We Take it Seriously

Here at SLMHC, our staff and physicians are trained on proper hand hygiene and the Four Moments of Hand Hygiene.

Join us in practicing good hand hygiene! When visiting SLMHC, help prevent the spread of infection by using one of our hand sanitation stations located throughout our facilities!


Hand Hygiene

Here at SLMHC, we take hand hygiene seriously. Hand hygiene is cleaning your hands to stop the spread of germs.

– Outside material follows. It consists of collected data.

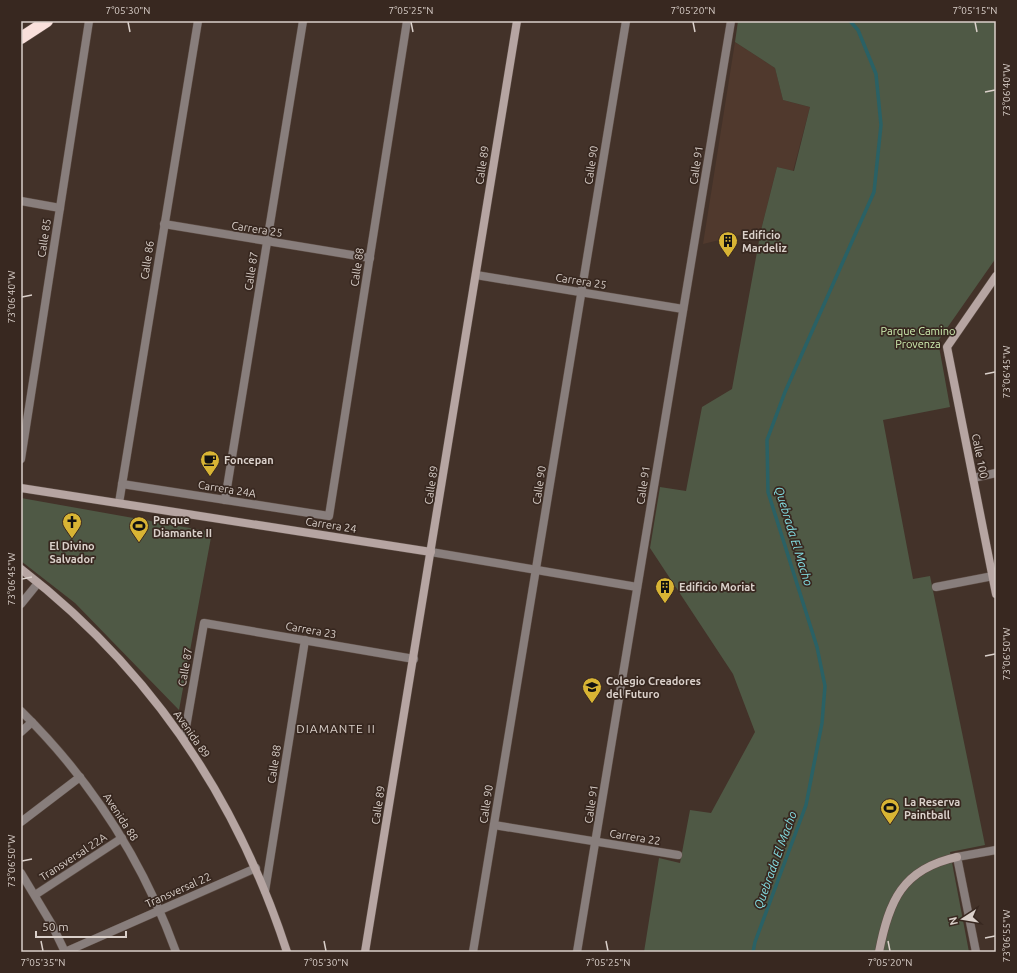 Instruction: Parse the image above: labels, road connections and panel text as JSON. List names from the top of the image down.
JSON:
{
  "streets": {
    "street": [
      "Calle 89",
      "Calle 90",
      "Calle 91",
      "Carrera 25",
      "Calle 85",
      "Calle 86",
      "Calle 88",
      "Calle 87",
      "Calle 100",
      "Carrera 24A",
      "Carrera 24",
      "Carrera 23",
      "Avenida 89",
      "Avenida 88",
      "Carrera 22",
      "Transversal 22A",
      "Transversal 22"
    ]
  },
  "crossings": [
    ["Calle 89", "Carrera 25"],
    ["Calle 89", "Carrera 24"],
    ["Calle 89", "Carrera 23"],
    ["Calle 90", "Carrera 25"],
    ["Calle 90", "Carrera 24"],
    ["Calle 90", "Carrera 22"],
    ["Calle 91", "Carrera 25"],
    ["Calle 91", "Carrera 24"],
    ["Calle 91", "Carrera 22"],
    ["Carrera 25", "Calle 86"],
    ["Carrera 25", "Calle 88"],
    ["Carrera 25", "Calle 87"],
    ["Calle 86", "Carrera 24A"],
    ["Calle 86", "Carrera 24"],
    ["Calle 88", "Carrera 24A"],
    ["Calle 88", "Carrera 23"],
    ["Calle 88", "Avenida 89"],
    ["Calle 87", "Carrera 24A"],
    ["Calle 87", "Carrera 23"],
    ["Calle 87", "Avenida 89"],
    ["Avenida 89", "Transversal 22"],
    ["Avenida 88", "Transversal 22A"],
    ["Avenida 88", "Transversal 22"]
  ],
  "districts": ["DIAMANTE II"],
  "water": ["Quebrada El Macho"],
  "parks": ["Parque Camino Provenza"],
  "places": {
    "building": ["Edificio Mardeliz", "Edificio Moriat"],
    "cafe": ["Foncepan"],
    "church": ["El Divino Salvador"],
    "sports": ["Parque Diamante II", "La Reserva Paintball"],
    "school or university": ["Colegio Creadores del Futuro"]
  },
  "scale_bar": "50 m",
  "north": "left",
  "coordinates": [
    "7°05'30\"N",
    "7°05'25\"N",
    "7°05'20\"N",
    "7°05'15\"N",
    "73°06'40\"W",
    "73°06'45\"W",
    "73°06'50\"W",
    "73°06'55\"W",
    "7°05'35\"N"
  ]
}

Please wash your hands when you: enter the hospital building, before and after every contact with a patient, before and after eating, after using the washroom and when leaving the building.

Hand sanitizer stations are located throughout the hospital to help with this.  Hand sanitizer stations are effective if your hands are visibly clean, however if your hands are soiled or visibly dirty use soap and water in one of our washrooms located throughout the facility.

SLMHC regularly monitors and reviews hand hygiene rates of our staff and physicians, and uses this information to execute best practice protective measures and continually improve patient care and safety.

Access our hand hygiene rates or more information on hand hygiene in healthcare settings.


What is MRSA?

It is a type of a bacteria that is resistant to certain or all types of the betalactam classes of antibiotics such as penicillins, penicillinaseresistant penicillins (e.g. Cloxacillin) and cephalosporins.

Risk factors for MRSA acquisition include procedures, prior treatment with antibiotics, prolonged hospital stay, stay in intensive care of burn units, surgical wounds and close proximity to a colonized person. MRSA can also be transmitted from mother to child through breast milk.

What is VRE?

Enterococci are bacteria that are normally present in the human intestines and in the female genital tract and are often found in the environment. These bacteria can sometimes cause infections. Vancomycin is an antibiotic that is often used to treat infections caused by enterococci .In some instances enterococci have become resistant to this drug and thus are called vancomycin resistant enterococci (VRE).

Risk factors for VRE include underlying disease, presence of invasive devices, prior colonization with VRE, antibiotic use and length of hospital stay.

How are MRSA and VRE transmitted?

The single most important mode of transmission of MRSA and VRE in a health care setting is via transiently colonized hands of health care workers who acquire it from contact with colonized or infected patients, and or handling contaminated material and equipment. The unrecognized colonized presents a particular risk for transmission to other patients.

What is C. difficile?

C. difficile is one of the many types of bacteria that can be found in feces (bowel movement), and has been a known cause of health care associated diarrhea for about 30 years.

Where does C. difficile come from?

C. difficile is not new. Although people may lately associate it with health care settings, it doesn’t come from hospitals, longterm care homes or laboratories. It is widely distributed in the environment and can be found in the human intestine, occurring naturally in 35% of adults (more commonly in the elderly) without causing symptoms.

What causes C. difficile?

C. difficile can be picked up on the hands from exposure in the environment and can get into the stomach once the mouth is touched, or if food is handled and then swallowed. Once in the stomach, the bacteria usually will not cause any problems unless the other bowel bacteria are disturbed, which can happen when antibiotics are taken.

The use of antibiotics increases the chances of developing C. difficile diarrhea as it alters the normal level of good bacteria found in the intestines and colon. Without the presence of the normal bowel bacteria, the C. difficile bacteria may start to grow and produce a toxin that can damage the bowel and lead to watery diarrhea, fever and abdominal pain or tenderness.

How does C. difficile spread?

When a person has C. difficile, the bacteria in their feces can contaminate surfaces such as toilets, bedpans, commode chairs, and door handles (if feces is on hands). Othe,r healthy individuals can be contaminated if their hands touch these items. If these individuals then touch their mouths without washing their hands, they can become infected.

C. difficile produces spores that survive for long periods and are resistant to destruction by many environmental factors (e.g. temperature, humidity).

Hand hygiene: everyone’s responsibility Good hand washing by everyone, healthcare staff, physicians, volunteers, patients and visitors, is the single most effective way to prevent the spread of infectious diseases like C. difficile.